とあっけらかんとしています。さすが賢秀。「いいこと言うね たまには」と珍しく賢秀を肯定する清恵。

そう思えないとやっていけない、俺なんか、もっと恥ずかしい過去ばかりと自覚している賢秀。

ちょっと切ない劇伴が流れて、失敗した過去を持ちながらなんとか前を向いて生きてようとしているふたりの生きる哀しみが共鳴しはじめた、じつにいい場面です。が、そこへ、アロハを着たチンピラふうの男・涌井(田邉和也)が現れ……。

フォンターナ、一流レストランのはずなのに、なぜ、こんな柄の悪い人がふらっとランチに入って来れるのでしょうか。時代の変化と共にいつの間にか大衆レストランになったのでしょうか。夜は予約制でなかなか入れないけど、ランチは誰でもウェルカム、リーズナブルな値段で一流の味が食せるみたいなことを
売りにしているのかな。確かに、暢子も上京してすぐに早苗に誘われてランチに来てましたしね。

一流問題はまあいいとして、視聴者のほんと誰もが思うのは、こんな偶然の再会ある?ということです。

智の交通事故と同じく、素朴過ぎる展開です。これもまた、智の件と同じく、賢秀と清恵との関係を進展させるための仕掛けでしょう。

と、ここで思うのは、交通事故、元カレらしき男との偶然の再会。どっちもドラマあるあるで、お話を盛り上げるときには使う必須アイテムのようなものですから、それはそれでいいのですが、問題はその舞台です。

前者は、ここで大事故起こらないよね、というような狭そうな道、後者は、ここにチンピラ来ないよね、というような銀座の一流レストラン。

創作とは、ここどうする? となったとき、冴えたアイデアで乗り越えることでもあると筆者は思っています。それが、辻褄合わなくても視聴者にSNSでツッコんでもらえて盛り上がりの一助になるからいいよねってことで、それこそ一流のはずの制作者たちが、思考や工夫を放棄するようになることがとてもこわいことだと感じています。

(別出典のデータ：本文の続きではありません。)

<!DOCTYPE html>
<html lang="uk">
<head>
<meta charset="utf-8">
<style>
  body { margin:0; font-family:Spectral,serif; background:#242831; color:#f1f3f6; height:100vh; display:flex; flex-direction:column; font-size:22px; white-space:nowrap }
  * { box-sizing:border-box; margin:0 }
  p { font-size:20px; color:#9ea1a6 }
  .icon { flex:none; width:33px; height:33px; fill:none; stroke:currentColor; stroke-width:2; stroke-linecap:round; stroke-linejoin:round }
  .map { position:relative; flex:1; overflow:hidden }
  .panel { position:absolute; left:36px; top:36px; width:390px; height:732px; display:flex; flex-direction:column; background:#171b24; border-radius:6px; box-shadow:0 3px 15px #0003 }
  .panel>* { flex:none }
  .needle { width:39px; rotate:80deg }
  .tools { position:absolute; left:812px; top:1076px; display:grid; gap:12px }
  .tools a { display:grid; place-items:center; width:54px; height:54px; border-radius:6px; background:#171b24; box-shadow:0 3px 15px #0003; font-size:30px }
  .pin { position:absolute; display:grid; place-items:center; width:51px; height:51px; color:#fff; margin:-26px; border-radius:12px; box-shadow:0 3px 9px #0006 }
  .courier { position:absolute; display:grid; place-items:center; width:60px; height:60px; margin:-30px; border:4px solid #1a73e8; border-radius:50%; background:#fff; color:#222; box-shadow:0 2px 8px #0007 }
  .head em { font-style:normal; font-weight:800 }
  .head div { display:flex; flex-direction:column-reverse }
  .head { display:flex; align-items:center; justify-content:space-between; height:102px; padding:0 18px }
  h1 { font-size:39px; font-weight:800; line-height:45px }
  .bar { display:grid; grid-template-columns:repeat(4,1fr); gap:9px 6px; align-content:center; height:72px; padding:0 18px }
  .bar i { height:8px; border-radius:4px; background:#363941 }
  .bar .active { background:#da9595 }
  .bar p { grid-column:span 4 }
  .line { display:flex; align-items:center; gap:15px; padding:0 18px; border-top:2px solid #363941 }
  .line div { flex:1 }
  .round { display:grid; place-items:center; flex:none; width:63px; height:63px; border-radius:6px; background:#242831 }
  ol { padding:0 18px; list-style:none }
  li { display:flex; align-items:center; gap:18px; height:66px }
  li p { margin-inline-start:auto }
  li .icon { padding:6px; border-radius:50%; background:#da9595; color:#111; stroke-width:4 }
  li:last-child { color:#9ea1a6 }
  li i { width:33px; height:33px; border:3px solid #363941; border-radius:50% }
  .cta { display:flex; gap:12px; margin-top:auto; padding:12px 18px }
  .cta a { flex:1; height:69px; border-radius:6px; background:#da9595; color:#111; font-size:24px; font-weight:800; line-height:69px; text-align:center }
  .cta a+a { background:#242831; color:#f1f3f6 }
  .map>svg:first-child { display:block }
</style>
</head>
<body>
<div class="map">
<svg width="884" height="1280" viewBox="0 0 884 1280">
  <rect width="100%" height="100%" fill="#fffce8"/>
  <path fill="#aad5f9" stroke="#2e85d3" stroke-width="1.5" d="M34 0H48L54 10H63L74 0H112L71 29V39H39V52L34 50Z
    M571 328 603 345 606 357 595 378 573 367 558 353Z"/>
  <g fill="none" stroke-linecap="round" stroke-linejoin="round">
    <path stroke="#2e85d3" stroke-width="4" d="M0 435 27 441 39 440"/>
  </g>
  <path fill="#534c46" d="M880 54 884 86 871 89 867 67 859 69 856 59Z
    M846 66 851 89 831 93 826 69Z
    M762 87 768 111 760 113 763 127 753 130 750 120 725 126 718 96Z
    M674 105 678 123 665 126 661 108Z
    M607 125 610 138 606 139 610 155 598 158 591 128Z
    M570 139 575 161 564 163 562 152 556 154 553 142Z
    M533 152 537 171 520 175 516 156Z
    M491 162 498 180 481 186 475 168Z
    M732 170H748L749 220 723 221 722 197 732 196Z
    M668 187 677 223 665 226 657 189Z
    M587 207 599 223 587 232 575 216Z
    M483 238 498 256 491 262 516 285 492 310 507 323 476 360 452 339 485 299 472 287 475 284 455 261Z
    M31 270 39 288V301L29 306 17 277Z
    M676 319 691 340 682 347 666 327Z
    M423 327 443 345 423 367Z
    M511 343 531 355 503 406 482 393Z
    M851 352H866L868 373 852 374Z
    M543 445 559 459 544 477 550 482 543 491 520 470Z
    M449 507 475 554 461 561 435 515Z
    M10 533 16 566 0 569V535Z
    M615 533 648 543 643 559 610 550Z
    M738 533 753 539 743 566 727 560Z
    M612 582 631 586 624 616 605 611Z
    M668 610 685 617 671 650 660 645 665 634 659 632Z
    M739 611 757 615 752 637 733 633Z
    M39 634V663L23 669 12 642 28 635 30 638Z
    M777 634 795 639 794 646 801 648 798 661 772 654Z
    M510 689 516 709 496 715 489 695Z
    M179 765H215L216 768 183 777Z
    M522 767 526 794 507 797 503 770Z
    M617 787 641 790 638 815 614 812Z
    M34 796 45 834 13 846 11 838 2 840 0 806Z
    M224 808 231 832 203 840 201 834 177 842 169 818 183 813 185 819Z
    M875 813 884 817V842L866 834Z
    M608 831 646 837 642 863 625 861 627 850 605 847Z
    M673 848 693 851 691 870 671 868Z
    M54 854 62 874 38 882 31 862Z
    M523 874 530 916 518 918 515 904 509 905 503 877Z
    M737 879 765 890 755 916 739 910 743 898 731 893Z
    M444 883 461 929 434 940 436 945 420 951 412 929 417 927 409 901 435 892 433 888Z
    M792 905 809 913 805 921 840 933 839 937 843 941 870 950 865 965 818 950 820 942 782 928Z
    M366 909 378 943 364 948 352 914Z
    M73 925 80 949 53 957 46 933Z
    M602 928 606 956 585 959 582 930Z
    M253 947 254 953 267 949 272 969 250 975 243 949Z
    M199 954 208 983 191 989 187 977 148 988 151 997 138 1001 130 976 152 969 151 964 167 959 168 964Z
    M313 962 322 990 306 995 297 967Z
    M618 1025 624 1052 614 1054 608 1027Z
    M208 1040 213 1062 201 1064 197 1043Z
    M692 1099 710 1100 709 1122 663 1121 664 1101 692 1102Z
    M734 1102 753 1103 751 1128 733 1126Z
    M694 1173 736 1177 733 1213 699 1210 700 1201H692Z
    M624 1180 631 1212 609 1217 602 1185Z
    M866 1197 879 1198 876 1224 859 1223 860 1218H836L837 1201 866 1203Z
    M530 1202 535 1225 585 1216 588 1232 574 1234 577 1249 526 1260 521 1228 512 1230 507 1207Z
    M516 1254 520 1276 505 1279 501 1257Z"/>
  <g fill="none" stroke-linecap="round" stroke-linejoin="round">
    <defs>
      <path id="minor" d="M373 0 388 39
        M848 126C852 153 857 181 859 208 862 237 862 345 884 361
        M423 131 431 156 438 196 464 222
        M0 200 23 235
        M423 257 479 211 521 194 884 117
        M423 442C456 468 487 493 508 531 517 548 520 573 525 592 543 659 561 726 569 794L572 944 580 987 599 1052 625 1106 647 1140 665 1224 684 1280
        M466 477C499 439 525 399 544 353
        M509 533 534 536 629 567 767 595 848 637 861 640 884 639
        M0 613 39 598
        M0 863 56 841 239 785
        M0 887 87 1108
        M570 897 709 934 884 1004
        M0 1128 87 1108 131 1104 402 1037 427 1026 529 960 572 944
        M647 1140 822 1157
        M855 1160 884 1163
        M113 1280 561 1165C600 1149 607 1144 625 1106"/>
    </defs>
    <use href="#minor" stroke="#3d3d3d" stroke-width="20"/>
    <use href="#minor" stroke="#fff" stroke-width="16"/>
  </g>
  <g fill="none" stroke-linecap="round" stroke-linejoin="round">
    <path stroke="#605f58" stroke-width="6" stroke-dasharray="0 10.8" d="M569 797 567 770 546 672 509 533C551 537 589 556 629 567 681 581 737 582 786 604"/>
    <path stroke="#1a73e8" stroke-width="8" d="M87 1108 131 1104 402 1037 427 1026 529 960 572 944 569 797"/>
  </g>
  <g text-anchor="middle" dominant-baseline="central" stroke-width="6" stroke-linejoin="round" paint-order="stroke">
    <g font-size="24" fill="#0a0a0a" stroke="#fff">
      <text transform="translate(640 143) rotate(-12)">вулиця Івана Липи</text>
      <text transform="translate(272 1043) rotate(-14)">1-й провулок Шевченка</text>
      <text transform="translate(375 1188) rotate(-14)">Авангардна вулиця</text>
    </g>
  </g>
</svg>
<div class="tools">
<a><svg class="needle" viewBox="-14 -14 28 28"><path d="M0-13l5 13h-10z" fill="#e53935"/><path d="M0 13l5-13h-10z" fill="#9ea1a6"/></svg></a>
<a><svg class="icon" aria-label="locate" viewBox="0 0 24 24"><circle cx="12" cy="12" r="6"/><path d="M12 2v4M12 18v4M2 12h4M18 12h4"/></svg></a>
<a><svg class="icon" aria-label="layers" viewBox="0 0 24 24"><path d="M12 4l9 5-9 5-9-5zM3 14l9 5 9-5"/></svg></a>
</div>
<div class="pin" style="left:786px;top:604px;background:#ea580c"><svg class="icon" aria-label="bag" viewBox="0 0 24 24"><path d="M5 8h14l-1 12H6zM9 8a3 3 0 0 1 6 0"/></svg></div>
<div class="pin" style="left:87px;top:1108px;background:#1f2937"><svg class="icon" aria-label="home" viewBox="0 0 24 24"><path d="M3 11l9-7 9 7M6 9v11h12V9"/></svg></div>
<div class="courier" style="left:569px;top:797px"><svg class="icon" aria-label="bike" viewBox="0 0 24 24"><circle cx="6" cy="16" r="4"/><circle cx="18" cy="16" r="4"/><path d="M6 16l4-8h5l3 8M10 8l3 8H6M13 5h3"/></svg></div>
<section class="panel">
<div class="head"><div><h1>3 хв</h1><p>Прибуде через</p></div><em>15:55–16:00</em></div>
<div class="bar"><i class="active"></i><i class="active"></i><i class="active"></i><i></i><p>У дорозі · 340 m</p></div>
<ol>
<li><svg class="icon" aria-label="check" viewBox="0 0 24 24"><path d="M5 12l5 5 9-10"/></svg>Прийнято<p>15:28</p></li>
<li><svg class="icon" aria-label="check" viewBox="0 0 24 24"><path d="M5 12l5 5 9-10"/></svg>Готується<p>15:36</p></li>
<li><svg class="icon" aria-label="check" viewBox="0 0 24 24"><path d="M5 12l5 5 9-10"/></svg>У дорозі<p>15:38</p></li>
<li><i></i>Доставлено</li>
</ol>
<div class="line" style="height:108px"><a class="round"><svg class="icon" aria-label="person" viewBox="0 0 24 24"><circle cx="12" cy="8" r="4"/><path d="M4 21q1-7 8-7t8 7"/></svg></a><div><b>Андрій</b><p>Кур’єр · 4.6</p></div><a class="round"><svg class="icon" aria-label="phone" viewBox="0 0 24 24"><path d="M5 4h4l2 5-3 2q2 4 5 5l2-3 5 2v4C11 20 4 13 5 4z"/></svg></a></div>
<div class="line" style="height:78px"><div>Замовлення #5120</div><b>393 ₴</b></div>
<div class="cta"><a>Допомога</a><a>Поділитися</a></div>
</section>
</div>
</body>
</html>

力技で突破するのは思いがけないアクシデントがあったときには仕方ないけれど、このドラマは、その思いがけないアクシデントがあったときの力技ばかり使っているようで、いったいどうしてこういう選択をしているのか、ほんとうに謎です。

そうこうしていると、1979年9月(昭和54年)、暢子のお店がオープンしました。

暢子が珍しく空を仰ぎ、太陽を拝んでいました。「ちむどんどん」では空があまり出てこないんですよ。沖縄の空を強調するためでしょうか、東京は息苦しい閉ざされた雰囲気なのです。

そして開店には、暢子と和彦の頼もしき仲間たちが。
交際範囲は狭く数も少ないながら、絶対的な味方がいることは強いですねえ。